■ Action item: Every line containing the word "butt" must be pulled from the records.

■ Saved data entries:
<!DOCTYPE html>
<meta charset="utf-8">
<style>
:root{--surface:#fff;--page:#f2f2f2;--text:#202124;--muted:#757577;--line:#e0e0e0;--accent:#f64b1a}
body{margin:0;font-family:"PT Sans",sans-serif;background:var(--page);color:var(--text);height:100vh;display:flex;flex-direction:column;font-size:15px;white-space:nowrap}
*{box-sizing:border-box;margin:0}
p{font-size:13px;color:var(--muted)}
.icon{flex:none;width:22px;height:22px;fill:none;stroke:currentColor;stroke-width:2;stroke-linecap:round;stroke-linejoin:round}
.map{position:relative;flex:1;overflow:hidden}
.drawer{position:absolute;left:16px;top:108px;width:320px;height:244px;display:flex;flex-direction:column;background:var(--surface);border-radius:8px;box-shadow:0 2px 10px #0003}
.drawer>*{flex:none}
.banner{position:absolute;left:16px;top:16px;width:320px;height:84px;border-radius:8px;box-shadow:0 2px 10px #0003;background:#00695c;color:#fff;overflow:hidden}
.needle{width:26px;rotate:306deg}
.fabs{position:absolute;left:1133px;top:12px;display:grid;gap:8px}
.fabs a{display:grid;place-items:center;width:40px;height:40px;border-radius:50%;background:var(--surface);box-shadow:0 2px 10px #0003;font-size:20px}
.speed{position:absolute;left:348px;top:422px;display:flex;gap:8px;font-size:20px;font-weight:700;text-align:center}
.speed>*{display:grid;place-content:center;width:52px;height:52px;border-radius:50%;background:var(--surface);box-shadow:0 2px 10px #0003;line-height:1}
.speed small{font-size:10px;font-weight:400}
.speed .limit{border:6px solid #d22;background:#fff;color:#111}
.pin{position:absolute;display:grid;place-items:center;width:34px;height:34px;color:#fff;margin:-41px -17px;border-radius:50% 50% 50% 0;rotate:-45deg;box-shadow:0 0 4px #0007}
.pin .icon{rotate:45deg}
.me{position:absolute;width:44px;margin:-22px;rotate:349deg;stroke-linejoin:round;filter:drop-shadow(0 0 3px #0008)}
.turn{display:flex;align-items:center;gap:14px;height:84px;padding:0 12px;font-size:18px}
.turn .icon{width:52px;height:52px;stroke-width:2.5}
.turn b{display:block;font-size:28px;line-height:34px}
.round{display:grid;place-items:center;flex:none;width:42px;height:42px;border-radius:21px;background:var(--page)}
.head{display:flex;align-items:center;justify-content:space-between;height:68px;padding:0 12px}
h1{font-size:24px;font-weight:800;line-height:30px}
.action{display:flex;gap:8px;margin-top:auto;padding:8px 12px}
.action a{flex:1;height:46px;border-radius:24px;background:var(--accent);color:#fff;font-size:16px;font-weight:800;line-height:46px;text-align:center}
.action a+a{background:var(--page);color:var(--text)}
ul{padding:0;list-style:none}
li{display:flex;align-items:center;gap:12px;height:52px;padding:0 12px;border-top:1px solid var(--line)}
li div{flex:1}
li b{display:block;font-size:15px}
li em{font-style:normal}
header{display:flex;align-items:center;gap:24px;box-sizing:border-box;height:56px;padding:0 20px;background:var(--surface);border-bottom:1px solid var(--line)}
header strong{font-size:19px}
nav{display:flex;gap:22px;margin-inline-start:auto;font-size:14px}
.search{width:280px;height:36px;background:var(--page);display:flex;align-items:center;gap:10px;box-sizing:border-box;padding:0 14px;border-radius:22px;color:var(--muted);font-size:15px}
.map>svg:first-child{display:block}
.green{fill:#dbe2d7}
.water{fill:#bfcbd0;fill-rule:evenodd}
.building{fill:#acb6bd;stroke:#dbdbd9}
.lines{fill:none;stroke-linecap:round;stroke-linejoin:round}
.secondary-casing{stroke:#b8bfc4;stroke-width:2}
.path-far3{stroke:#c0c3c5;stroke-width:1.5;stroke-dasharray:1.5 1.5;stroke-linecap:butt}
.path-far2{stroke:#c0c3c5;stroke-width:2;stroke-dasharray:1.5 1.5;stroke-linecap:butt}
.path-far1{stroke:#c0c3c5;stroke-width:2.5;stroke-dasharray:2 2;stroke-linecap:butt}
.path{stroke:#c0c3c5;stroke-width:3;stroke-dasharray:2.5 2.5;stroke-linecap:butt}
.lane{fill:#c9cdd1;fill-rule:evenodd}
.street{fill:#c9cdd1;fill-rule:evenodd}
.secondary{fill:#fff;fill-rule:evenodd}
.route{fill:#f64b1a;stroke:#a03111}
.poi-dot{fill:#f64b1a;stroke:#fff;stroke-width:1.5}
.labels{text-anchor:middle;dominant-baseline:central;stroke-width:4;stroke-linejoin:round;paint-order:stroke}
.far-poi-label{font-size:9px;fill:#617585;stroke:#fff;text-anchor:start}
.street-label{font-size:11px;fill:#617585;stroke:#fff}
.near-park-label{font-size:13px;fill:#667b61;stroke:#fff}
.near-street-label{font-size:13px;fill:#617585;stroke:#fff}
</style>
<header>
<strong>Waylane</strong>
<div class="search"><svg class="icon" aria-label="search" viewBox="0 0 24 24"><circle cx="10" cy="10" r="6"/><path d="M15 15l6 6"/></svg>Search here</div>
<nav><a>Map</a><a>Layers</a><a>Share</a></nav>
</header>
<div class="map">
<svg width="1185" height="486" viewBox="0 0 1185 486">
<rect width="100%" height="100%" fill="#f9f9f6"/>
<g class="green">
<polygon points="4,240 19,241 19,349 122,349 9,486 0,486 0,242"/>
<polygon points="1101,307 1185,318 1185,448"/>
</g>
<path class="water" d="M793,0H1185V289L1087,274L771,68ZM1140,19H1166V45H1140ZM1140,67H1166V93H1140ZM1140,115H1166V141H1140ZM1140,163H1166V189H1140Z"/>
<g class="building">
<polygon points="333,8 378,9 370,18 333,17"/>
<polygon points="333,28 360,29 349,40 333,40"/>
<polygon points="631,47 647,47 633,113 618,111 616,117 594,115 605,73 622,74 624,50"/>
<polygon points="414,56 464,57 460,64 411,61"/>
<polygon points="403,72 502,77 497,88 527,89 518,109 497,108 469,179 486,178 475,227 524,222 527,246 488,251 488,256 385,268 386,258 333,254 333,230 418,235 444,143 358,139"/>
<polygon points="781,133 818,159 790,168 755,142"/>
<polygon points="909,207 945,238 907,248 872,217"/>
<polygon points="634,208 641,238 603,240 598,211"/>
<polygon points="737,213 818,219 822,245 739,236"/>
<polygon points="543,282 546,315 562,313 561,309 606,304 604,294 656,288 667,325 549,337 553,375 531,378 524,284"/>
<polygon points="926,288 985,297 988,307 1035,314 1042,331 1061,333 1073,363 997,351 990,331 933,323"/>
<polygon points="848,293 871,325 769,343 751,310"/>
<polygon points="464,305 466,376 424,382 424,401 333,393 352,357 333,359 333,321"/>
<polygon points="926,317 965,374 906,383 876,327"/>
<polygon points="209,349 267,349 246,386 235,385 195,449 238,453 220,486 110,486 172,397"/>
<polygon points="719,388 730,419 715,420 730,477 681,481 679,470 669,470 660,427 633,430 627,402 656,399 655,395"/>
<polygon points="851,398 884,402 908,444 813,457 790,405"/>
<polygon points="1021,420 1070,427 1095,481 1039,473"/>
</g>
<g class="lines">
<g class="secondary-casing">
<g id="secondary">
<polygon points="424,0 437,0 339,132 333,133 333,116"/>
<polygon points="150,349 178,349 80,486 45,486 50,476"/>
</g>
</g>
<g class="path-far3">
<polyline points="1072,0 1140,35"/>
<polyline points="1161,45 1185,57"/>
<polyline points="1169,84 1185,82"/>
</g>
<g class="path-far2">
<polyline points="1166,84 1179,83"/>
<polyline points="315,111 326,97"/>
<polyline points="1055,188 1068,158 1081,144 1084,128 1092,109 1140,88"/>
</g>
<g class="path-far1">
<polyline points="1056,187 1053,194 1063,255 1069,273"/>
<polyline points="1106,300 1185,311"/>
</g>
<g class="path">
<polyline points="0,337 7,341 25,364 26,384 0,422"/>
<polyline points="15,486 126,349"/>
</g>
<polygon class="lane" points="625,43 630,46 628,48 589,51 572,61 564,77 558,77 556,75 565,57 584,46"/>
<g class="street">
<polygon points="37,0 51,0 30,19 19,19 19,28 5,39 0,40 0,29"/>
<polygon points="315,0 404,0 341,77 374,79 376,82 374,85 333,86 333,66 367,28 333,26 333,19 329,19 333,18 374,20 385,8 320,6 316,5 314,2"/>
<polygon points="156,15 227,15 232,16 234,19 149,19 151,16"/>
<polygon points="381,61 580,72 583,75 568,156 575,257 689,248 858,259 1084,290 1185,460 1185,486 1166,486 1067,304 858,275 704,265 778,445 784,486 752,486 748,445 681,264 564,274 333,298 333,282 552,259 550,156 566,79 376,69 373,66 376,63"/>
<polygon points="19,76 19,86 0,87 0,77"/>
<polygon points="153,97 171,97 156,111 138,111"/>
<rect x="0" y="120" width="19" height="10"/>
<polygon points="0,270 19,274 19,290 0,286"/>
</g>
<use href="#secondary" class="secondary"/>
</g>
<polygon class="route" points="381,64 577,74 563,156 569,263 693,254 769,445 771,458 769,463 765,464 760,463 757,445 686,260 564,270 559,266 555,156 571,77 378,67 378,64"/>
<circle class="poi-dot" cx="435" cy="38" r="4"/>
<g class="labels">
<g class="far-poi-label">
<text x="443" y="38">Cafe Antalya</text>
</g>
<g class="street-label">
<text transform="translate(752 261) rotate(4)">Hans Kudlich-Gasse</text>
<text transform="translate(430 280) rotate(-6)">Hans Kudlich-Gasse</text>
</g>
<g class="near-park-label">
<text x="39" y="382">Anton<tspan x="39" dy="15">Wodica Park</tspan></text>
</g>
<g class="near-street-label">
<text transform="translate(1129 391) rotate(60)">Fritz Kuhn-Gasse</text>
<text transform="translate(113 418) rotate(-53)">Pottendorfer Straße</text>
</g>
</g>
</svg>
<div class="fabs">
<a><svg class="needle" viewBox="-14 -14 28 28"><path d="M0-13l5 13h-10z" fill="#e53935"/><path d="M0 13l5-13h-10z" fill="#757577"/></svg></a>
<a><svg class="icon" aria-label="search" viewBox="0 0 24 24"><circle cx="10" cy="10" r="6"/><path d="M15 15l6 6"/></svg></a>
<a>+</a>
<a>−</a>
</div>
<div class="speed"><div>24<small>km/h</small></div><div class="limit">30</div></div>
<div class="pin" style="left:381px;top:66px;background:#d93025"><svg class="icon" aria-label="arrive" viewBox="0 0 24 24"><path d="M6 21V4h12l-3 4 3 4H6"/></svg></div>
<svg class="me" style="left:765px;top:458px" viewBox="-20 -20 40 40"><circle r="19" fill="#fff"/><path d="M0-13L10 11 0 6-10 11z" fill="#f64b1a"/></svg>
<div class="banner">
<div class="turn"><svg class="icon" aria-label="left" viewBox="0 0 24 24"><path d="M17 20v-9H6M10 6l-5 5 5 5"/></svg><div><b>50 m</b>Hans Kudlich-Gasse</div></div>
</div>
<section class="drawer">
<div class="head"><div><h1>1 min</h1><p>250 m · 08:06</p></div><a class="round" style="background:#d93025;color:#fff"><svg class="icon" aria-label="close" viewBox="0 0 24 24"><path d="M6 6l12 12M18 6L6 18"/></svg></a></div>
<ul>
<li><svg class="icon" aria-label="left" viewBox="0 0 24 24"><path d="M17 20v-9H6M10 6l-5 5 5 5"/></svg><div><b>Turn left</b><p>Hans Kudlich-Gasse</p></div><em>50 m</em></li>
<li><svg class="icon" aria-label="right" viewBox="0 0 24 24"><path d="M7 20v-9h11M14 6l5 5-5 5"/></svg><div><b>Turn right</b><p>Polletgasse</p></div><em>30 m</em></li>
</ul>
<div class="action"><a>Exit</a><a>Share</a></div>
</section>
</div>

■ Finished exercise:
.path-far3{stroke:#c0c3c5;stroke-width:1.5;stroke-dasharray:1.5 1.5;stroke-linecap:butt}
.path-far2{stroke:#c0c3c5;stroke-width:2;stroke-dasharray:1.5 1.5;stroke-linecap:butt}
.path-far1{stroke:#c0c3c5;stroke-width:2.5;stroke-dasharray:2 2;stroke-linecap:butt}
.path{stroke:#c0c3c5;stroke-width:3;stroke-dasharray:2.5 2.5;stroke-linecap:butt}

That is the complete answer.